Exercise prompt:
Only the lines from the one with "Task: Extract the" to the end of the data below should be given again, exactly as written.

╭─ Given information

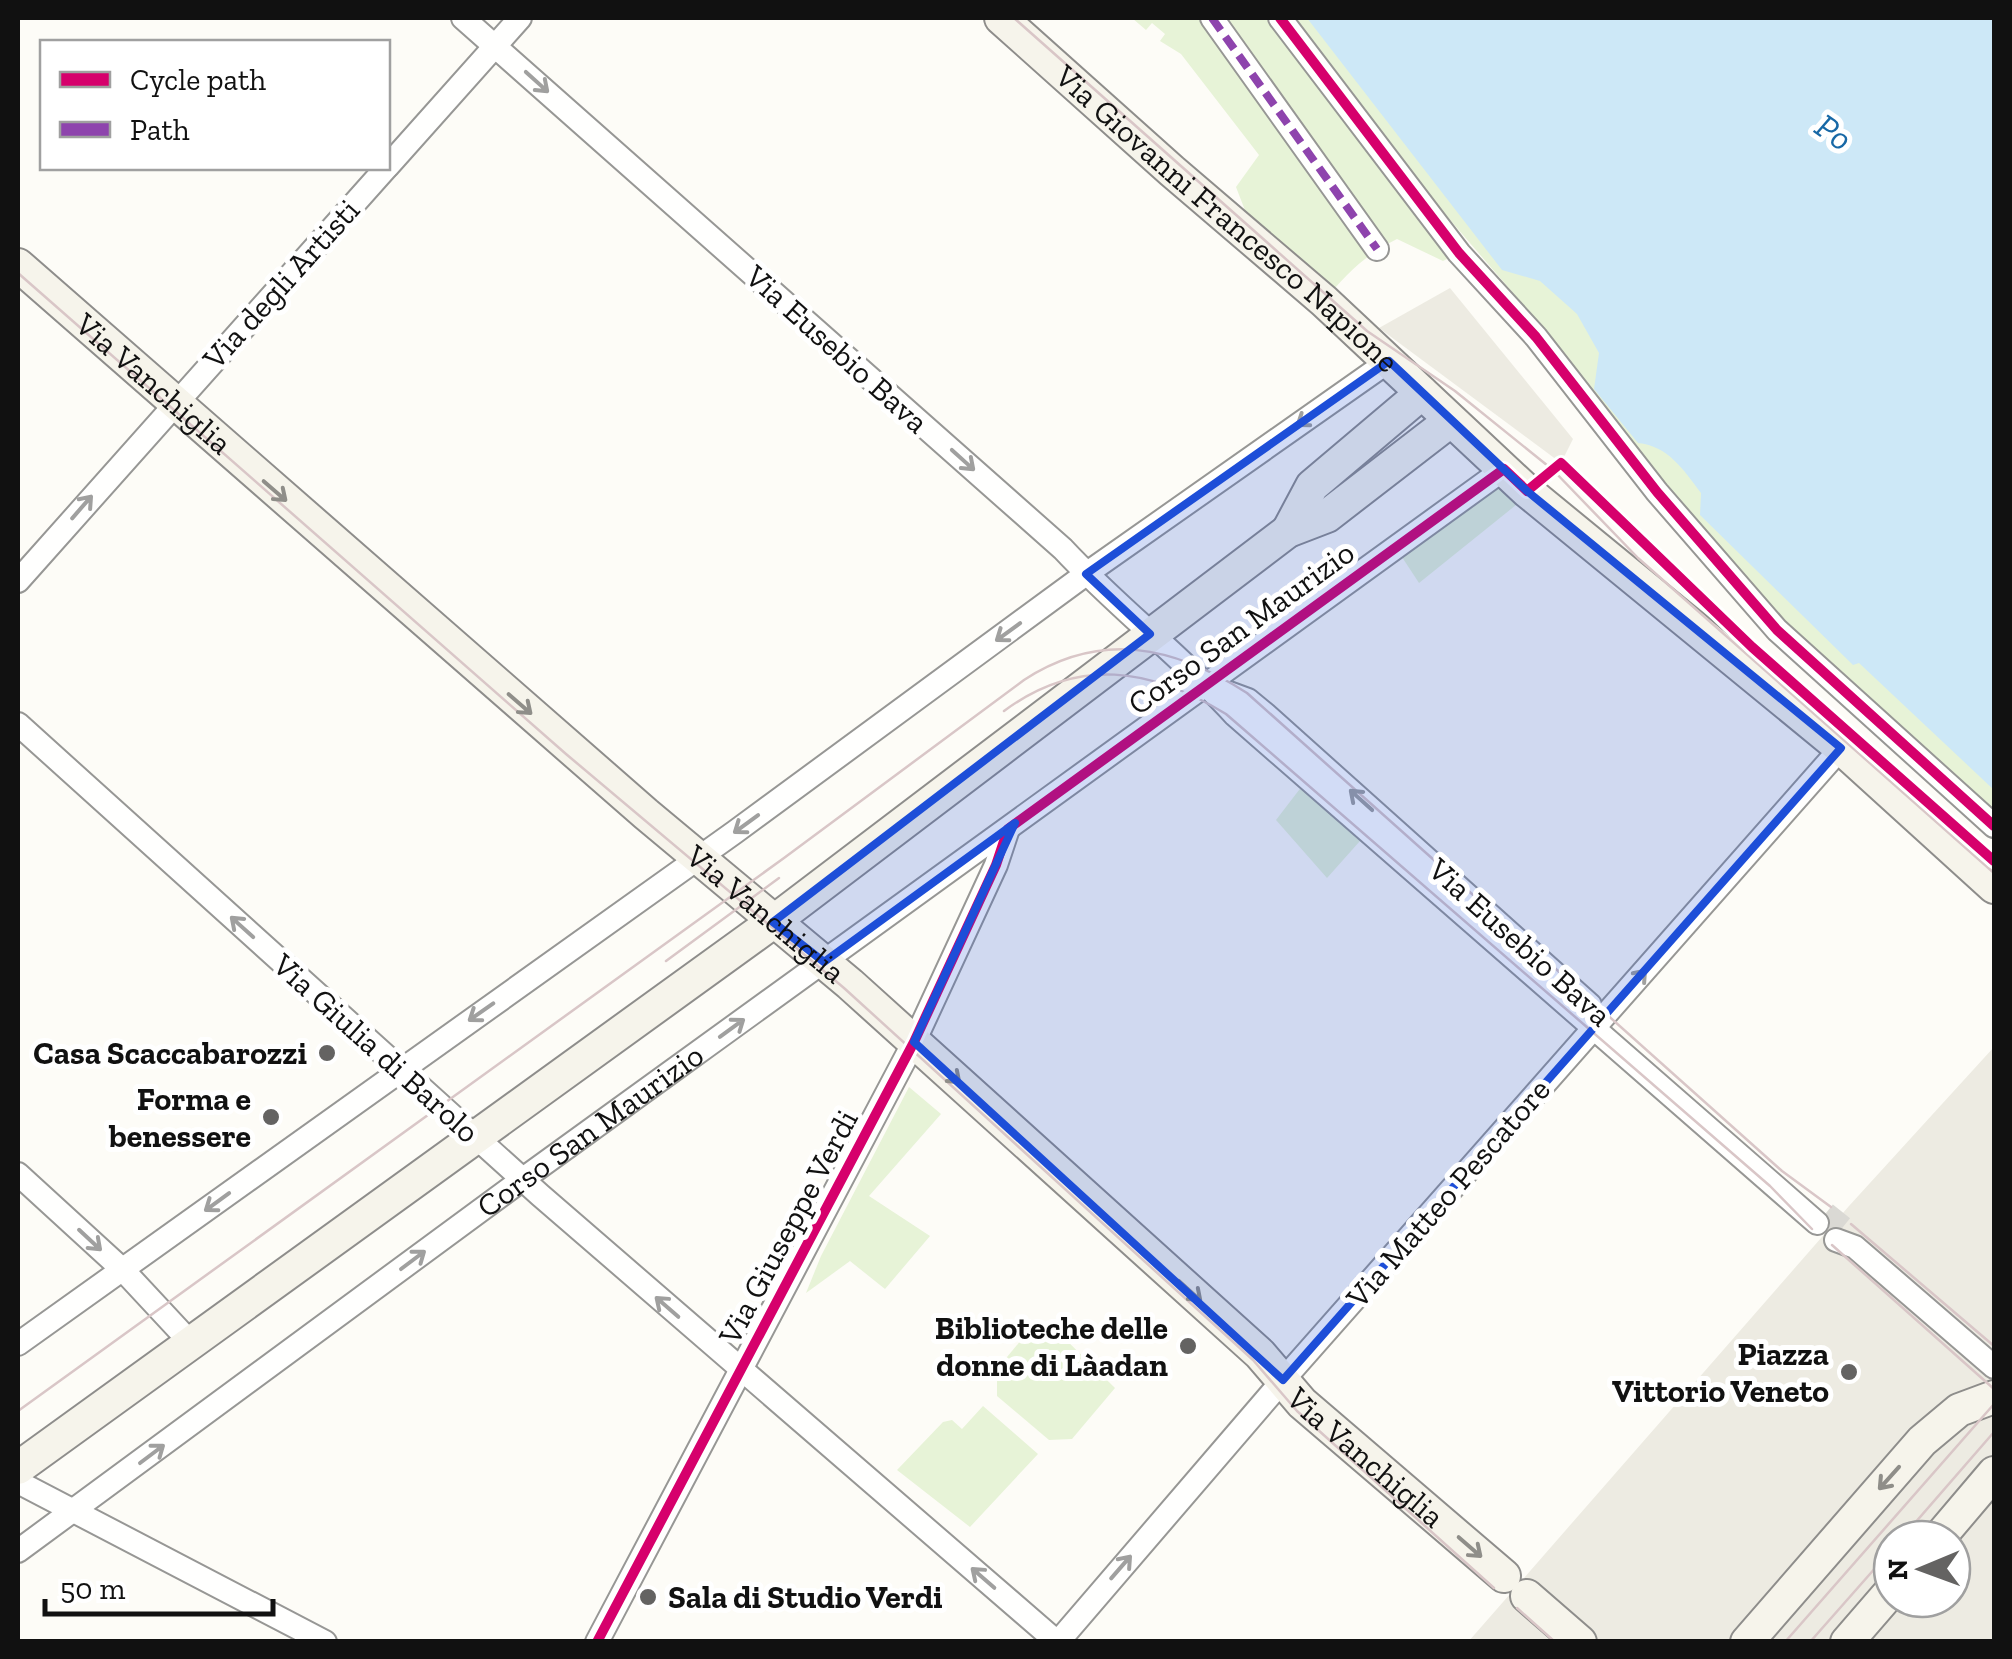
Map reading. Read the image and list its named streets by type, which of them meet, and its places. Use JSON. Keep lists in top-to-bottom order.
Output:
{
  "streets": {
    "street": [
      "Via Giovanni Francesco Napione",
      "Via degli Artisti",
      "Via Eusebio Bava",
      "Via Vanchiglia",
      "Corso San Maurizio",
      "Via Giulia di Barolo",
      "Via Matteo Pescatore",
      "Via Giuseppe Verdi"
    ]
  },
  "crossings": [
    ["Via Giovanni Francesco Napione", "Corso San Maurizio"],
    ["Via Giovanni Francesco Napione", "Via Matteo Pescatore"],
    ["Via degli Artisti", "Via Eusebio Bava"],
    ["Via degli Artisti", "Via Vanchiglia"],
    ["Via Eusebio Bava", "Corso San Maurizio"],
    ["Via Eusebio Bava", "Via Matteo Pescatore"],
    ["Via Vanchiglia", "Corso San Maurizio"],
    ["Via Vanchiglia", "Via Matteo Pescatore"],
    ["Via Vanchiglia", "Via Giuseppe Verdi"],
    ["Corso San Maurizio", "Via Giulia di Barolo"],
    ["Corso San Maurizio", "Via Giuseppe Verdi"],
    ["Via Giulia di Barolo", "Via Matteo Pescatore"],
    ["Via Giulia di Barolo", "Via Giuseppe Verdi"]
  ],
  "one_way": [
    "Via Eusebio Bava",
    "Via Vanchiglia",
    "Via Giulia di Barolo",
    "Via Matteo Pescatore"
  ],
  "water": ["Po"],
  "places": [
    "Casa Scaccabarozzi",
    "Forma e benessere",
    "Biblioteche delle donne di Làadan",
    "Piazza Vittorio Veneto",
    "Sala di Studio Verdi"
  ],
  "legend": ["Cycle path", "Path"],
  "scale_bar": "50 m",
  "north": "left"
}
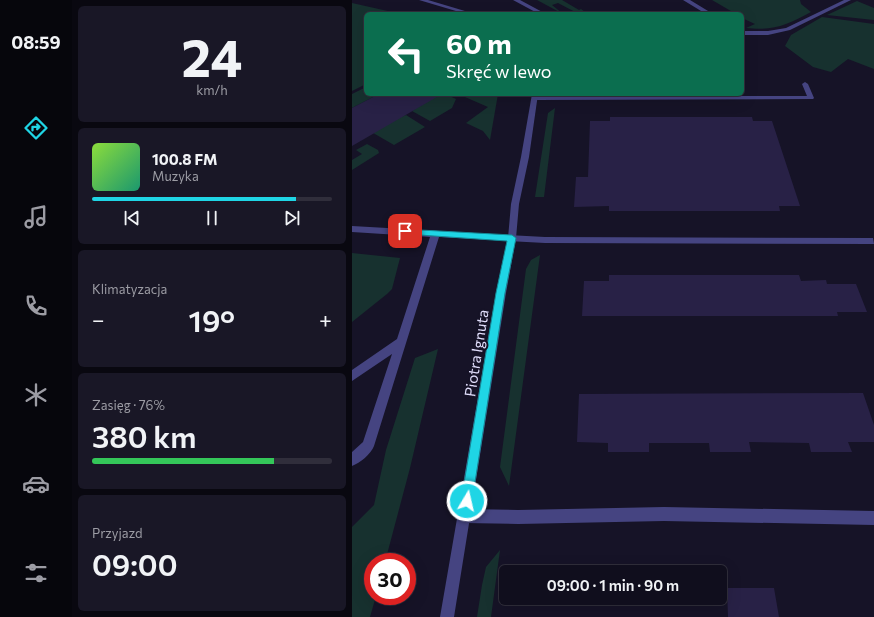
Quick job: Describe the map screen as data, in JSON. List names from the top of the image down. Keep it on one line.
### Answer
{"streets":{"street":["Piotra Ignuta"]},"page":{"tabs":"08:59","tile":[["24","km/h"],"Klimatyzacja",["Zasięg · 76%","380 km"],["Przyjazd","09:00"]],"turn":["60 m","Skręć w lewo"],"song":["100.8 FM","Muzyka"],"heat":["−","19°","+"],"limit":"30","trip":"09:00 · 1 min · 90 m"}}
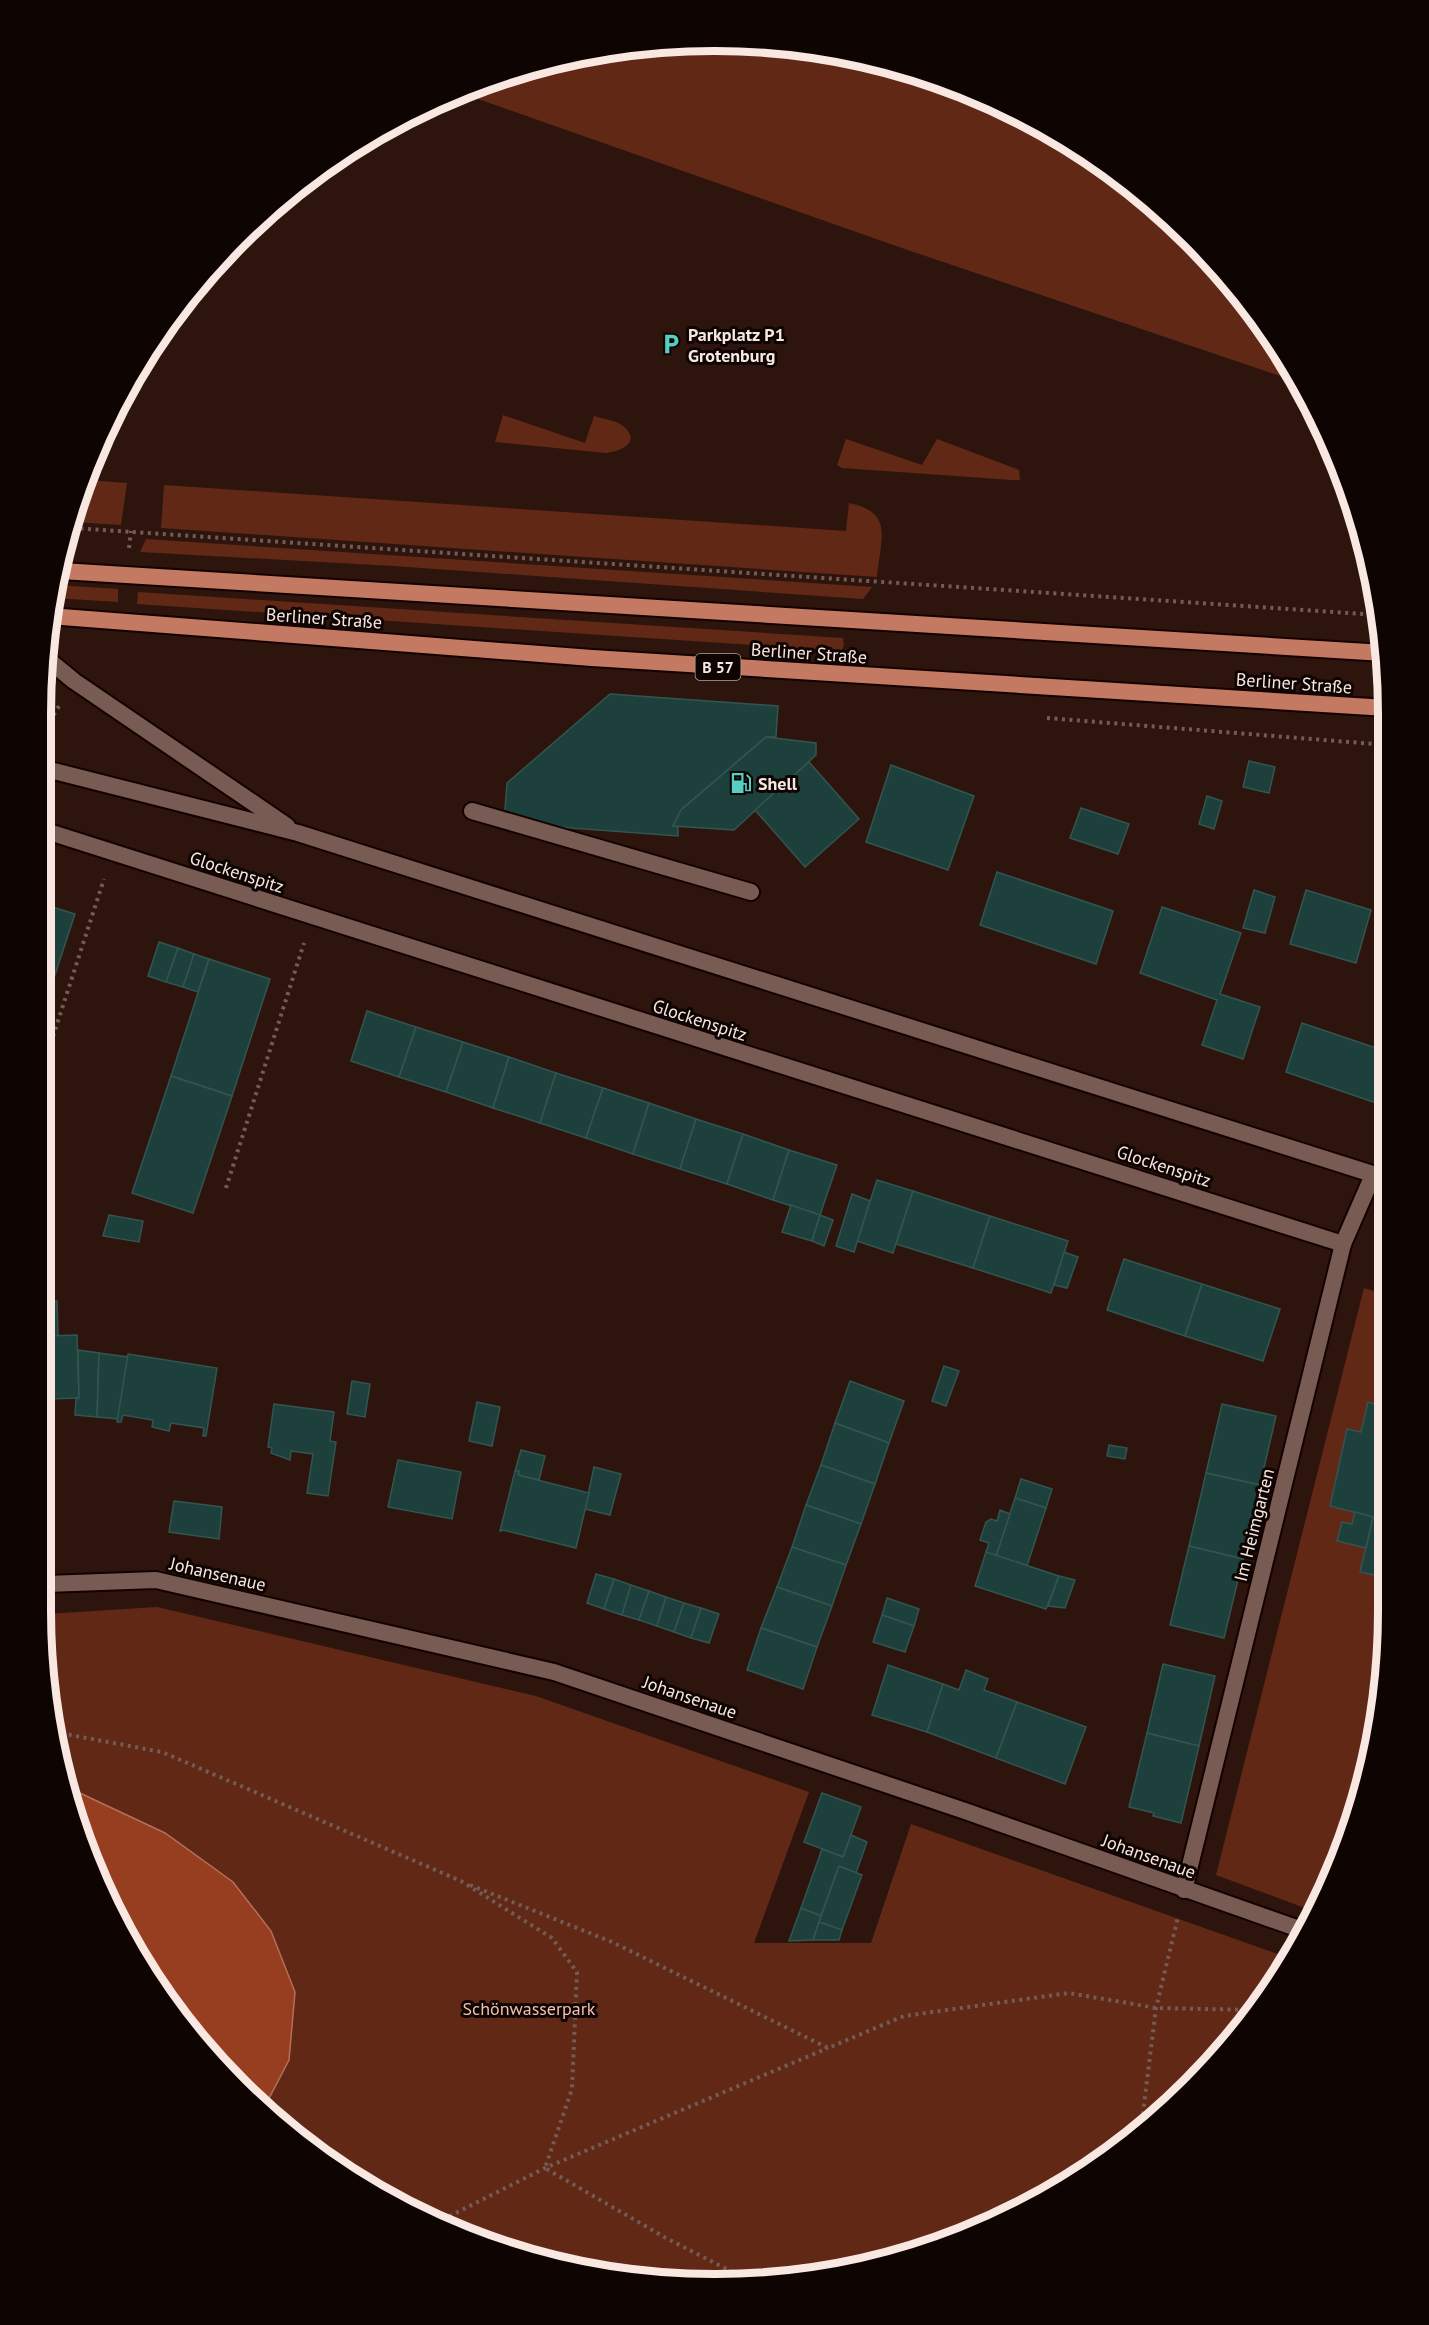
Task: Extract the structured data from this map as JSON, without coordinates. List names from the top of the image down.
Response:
{
  "streets": {
    "main road": ["Berliner Straße", "B 57"],
    "street": ["Glockenspitz", "Im Heimgarten", "Johansenaue"]
  },
  "crossings": [
    ["Glockenspitz", "Im Heimgarten"],
    ["Im Heimgarten", "Johansenaue"]
  ],
  "parks": ["Schönwasserpark"],
  "places": {
    "parking": ["Parkplatz P1 Grotenburg"],
    "fuel station": ["Shell"]
  }
}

╰─

Finished task:
Task: Extract the structured data from this map as JSON, without coordinates. List names from the top of the image down.
Response:
{
  "streets": {
    "main road": ["Berliner Straße", "B 57"],
    "street": ["Glockenspitz", "Im Heimgarten", "Johansenaue"]
  },
  "crossings": [
    ["Glockenspitz", "Im Heimgarten"],
    ["Im Heimgarten", "Johansenaue"]
  ],
  "parks": ["Schönwasserpark"],
  "places": {
    "parking": ["Parkplatz P1 Grotenburg"],
    "fuel station": ["Shell"]
  }
}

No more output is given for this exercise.